(Source data)
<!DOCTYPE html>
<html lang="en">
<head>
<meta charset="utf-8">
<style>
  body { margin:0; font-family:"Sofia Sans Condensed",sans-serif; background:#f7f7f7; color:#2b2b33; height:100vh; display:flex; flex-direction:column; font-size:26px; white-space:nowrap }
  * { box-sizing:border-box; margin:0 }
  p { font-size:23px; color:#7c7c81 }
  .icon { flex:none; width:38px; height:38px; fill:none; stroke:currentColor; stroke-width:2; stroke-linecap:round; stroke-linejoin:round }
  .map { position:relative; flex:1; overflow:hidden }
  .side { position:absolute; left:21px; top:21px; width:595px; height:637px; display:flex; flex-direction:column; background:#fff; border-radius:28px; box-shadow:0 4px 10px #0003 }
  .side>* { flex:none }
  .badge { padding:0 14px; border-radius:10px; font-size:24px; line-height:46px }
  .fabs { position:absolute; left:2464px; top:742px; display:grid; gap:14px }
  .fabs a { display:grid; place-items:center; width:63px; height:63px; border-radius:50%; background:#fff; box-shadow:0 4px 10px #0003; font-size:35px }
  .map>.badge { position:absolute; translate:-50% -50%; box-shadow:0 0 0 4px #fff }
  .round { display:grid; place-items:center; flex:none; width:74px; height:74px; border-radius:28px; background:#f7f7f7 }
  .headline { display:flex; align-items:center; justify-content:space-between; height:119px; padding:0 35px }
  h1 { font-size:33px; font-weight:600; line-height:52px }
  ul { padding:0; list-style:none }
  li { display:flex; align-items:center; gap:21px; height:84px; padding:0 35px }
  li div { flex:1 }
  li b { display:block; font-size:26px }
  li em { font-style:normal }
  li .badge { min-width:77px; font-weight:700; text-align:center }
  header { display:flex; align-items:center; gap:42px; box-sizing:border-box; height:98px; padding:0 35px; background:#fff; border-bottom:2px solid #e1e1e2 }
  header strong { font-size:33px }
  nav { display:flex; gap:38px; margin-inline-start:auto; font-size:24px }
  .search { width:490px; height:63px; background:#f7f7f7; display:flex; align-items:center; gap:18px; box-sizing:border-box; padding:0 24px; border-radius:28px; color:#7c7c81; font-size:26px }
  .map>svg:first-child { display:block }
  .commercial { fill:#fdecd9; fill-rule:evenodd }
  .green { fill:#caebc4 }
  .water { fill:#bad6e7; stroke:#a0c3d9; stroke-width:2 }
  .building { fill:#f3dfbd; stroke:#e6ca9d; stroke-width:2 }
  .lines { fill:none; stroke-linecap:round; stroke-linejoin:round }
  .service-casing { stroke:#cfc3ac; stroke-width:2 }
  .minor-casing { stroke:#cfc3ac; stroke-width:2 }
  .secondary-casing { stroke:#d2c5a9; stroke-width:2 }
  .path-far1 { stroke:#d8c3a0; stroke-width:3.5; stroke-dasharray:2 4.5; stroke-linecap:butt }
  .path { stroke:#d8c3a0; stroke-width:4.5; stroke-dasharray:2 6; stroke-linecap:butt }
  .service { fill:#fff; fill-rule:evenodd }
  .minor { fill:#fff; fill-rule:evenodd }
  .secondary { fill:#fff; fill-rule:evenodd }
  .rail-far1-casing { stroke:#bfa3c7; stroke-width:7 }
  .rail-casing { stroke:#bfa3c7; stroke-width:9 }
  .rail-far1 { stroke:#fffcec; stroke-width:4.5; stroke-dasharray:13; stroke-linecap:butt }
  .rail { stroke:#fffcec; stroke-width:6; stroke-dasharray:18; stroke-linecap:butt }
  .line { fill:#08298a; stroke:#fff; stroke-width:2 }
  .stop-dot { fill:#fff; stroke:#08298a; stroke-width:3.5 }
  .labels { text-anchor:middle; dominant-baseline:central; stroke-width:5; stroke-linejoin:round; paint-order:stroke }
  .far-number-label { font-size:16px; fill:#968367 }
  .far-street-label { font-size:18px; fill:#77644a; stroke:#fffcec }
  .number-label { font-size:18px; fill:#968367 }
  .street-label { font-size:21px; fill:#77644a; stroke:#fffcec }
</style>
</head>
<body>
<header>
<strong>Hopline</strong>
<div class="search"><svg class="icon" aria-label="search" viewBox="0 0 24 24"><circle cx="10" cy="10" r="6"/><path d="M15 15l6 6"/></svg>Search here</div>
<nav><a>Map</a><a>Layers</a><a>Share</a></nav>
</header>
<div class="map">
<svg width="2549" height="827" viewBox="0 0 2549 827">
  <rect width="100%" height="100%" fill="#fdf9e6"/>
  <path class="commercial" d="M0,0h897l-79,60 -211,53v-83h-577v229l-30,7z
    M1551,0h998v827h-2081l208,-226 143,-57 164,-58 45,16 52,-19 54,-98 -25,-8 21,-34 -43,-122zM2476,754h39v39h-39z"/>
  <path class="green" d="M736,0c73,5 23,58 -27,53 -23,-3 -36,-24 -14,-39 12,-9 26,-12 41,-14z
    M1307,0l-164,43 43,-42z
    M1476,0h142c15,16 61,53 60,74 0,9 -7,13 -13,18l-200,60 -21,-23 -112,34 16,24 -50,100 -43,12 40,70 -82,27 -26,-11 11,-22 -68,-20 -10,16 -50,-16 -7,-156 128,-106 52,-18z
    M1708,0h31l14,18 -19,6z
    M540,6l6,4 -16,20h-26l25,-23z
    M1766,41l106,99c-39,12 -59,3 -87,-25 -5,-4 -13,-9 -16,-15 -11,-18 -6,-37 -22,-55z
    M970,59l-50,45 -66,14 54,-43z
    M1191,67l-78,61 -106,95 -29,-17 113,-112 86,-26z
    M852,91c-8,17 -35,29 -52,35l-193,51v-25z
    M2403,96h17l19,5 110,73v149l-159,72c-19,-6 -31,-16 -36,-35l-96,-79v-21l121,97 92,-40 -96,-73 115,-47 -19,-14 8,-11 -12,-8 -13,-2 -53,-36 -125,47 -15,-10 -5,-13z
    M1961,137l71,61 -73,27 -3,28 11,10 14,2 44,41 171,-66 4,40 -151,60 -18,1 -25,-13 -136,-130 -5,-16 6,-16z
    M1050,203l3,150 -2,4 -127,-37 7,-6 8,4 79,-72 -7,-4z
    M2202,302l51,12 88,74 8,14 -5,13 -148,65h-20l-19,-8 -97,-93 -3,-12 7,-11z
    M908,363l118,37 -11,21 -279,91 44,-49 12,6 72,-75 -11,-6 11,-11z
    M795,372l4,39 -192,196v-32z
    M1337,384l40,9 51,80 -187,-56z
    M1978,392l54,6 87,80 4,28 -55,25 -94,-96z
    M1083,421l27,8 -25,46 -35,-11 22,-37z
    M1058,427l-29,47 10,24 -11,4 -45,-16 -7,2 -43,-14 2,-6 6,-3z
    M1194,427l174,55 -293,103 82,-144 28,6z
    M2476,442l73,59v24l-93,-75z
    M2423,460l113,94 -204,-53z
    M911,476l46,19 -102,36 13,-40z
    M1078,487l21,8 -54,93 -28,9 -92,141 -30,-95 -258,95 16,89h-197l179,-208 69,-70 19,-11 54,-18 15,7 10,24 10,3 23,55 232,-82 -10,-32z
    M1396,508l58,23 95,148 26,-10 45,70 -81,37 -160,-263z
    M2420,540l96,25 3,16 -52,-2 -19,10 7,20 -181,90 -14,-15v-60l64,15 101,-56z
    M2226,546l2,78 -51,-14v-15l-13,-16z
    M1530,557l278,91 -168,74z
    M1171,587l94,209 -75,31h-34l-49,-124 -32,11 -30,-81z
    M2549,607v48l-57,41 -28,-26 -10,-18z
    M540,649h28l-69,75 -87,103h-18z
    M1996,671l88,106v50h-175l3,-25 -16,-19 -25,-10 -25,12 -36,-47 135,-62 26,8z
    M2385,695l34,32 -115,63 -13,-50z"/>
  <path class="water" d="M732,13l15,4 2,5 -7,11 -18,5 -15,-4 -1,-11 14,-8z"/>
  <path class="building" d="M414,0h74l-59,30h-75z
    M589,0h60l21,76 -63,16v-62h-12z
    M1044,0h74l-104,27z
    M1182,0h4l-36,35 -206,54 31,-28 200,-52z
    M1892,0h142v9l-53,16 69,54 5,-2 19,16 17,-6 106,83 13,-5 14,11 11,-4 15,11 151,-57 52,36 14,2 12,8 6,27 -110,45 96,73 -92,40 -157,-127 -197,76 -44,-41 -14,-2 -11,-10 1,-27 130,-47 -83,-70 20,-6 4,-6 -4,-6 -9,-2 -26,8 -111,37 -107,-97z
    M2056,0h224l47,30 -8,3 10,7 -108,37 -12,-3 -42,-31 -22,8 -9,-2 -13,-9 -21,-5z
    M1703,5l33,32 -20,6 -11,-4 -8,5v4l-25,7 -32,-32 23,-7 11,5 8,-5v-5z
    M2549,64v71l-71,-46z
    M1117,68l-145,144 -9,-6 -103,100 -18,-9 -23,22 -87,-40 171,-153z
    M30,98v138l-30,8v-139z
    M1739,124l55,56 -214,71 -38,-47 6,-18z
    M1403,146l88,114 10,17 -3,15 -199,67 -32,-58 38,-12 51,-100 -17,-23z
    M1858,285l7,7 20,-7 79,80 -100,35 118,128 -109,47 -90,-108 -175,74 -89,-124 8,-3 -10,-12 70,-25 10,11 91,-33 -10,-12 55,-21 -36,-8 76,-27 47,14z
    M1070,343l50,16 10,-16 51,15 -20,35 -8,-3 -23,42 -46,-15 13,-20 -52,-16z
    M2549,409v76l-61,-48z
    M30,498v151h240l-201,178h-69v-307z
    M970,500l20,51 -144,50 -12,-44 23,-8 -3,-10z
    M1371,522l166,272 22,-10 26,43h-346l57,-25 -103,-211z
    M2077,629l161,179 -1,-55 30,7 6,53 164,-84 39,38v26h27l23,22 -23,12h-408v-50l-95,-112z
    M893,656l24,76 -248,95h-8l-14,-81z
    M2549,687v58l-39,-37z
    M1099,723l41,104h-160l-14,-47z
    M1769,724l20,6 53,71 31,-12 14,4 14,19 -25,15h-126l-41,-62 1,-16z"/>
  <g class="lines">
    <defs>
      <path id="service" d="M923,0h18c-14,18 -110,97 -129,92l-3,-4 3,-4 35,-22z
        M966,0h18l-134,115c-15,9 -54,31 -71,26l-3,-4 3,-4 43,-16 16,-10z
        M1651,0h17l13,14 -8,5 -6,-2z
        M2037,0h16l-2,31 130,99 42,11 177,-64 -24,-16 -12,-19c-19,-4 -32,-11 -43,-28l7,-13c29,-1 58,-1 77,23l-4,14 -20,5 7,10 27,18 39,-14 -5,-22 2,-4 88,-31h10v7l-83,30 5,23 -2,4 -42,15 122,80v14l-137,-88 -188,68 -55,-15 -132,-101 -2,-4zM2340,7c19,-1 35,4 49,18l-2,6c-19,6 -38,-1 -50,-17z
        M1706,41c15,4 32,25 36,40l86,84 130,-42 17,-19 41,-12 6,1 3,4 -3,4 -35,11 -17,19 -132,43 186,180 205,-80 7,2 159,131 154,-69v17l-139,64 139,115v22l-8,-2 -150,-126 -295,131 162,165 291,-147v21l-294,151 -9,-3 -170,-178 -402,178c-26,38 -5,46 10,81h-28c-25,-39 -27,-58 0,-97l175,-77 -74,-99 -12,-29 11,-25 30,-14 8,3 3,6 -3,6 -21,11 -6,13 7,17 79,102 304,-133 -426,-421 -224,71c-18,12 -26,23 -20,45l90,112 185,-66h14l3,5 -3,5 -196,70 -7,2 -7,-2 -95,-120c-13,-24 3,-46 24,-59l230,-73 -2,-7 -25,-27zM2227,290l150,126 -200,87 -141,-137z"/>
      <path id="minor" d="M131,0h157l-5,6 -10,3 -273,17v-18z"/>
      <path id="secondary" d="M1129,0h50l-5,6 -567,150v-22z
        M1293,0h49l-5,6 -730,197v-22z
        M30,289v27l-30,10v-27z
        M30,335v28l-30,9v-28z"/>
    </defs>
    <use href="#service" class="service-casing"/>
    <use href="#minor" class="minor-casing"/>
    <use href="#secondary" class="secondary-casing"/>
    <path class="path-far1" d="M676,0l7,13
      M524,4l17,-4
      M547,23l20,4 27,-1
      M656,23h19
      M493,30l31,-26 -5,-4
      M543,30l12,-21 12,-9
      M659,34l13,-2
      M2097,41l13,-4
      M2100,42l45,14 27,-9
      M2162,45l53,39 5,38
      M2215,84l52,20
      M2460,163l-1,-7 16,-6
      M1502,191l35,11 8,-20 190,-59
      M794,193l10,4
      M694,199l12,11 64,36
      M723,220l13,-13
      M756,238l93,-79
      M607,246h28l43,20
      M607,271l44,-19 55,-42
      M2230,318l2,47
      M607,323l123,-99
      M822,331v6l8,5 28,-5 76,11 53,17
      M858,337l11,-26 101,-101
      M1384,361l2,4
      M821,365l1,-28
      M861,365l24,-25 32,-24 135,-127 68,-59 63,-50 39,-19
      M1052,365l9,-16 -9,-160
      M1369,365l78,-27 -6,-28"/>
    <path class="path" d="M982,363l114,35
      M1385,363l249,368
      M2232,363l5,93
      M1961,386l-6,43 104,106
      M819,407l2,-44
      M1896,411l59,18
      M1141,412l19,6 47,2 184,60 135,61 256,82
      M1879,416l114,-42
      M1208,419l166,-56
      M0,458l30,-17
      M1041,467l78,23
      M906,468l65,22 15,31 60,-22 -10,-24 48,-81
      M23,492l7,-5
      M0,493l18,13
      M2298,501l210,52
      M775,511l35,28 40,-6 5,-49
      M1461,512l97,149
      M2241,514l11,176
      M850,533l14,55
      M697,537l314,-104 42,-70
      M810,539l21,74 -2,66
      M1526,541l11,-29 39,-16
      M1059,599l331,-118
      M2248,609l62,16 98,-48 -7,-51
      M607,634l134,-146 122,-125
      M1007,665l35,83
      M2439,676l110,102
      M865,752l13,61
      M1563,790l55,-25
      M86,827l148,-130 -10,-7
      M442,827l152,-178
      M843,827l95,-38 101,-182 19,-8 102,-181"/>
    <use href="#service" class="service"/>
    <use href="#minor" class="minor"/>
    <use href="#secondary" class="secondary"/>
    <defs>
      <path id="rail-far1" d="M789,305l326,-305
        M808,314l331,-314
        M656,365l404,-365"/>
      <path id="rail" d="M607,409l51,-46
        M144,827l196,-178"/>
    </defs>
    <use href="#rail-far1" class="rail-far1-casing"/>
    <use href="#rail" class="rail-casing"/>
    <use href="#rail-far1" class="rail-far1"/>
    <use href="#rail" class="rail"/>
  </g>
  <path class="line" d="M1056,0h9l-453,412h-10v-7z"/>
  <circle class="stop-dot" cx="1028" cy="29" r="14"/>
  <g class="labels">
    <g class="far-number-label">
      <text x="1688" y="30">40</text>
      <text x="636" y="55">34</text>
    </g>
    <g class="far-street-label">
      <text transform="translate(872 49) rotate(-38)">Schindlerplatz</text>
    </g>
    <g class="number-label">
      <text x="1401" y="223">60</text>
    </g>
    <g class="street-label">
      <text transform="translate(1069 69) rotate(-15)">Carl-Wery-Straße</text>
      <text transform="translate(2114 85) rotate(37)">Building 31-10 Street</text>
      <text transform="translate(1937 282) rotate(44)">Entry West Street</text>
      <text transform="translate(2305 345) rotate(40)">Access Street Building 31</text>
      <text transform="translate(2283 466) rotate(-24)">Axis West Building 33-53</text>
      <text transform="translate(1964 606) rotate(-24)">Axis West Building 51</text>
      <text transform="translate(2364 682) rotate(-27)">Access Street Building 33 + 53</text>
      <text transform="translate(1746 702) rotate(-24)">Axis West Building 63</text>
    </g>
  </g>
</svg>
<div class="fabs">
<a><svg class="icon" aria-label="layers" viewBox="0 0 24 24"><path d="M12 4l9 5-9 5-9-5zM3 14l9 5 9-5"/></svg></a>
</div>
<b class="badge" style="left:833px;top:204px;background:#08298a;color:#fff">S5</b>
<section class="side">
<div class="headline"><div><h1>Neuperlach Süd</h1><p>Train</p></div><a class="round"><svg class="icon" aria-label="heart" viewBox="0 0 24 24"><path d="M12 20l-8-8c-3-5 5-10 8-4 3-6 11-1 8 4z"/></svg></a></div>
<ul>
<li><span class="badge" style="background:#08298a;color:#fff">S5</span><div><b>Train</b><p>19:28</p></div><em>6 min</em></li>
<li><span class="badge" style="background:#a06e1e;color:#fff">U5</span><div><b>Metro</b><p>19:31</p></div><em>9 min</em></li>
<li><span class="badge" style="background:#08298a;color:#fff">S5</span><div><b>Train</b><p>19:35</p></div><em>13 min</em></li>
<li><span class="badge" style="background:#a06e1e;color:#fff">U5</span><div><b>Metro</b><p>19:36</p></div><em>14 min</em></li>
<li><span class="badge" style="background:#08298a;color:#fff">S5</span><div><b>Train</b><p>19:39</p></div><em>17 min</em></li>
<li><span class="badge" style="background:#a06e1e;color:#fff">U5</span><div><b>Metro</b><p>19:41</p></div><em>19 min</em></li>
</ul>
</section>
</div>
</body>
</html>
(End Source data)
» **Task objective**
Look through the data above. Each line containing the word "fabs" needs to be copied.

» **Written response**
  .fabs { position:absolute; left:2464px; top:742px; display:grid; gap:14px }
  .fabs a { display:grid; place-items:center; width:63px; height:63px; border-radius:50%; background:#fff; box-shadow:0 4px 10px #0003; font-size:35px }
<div class="fabs">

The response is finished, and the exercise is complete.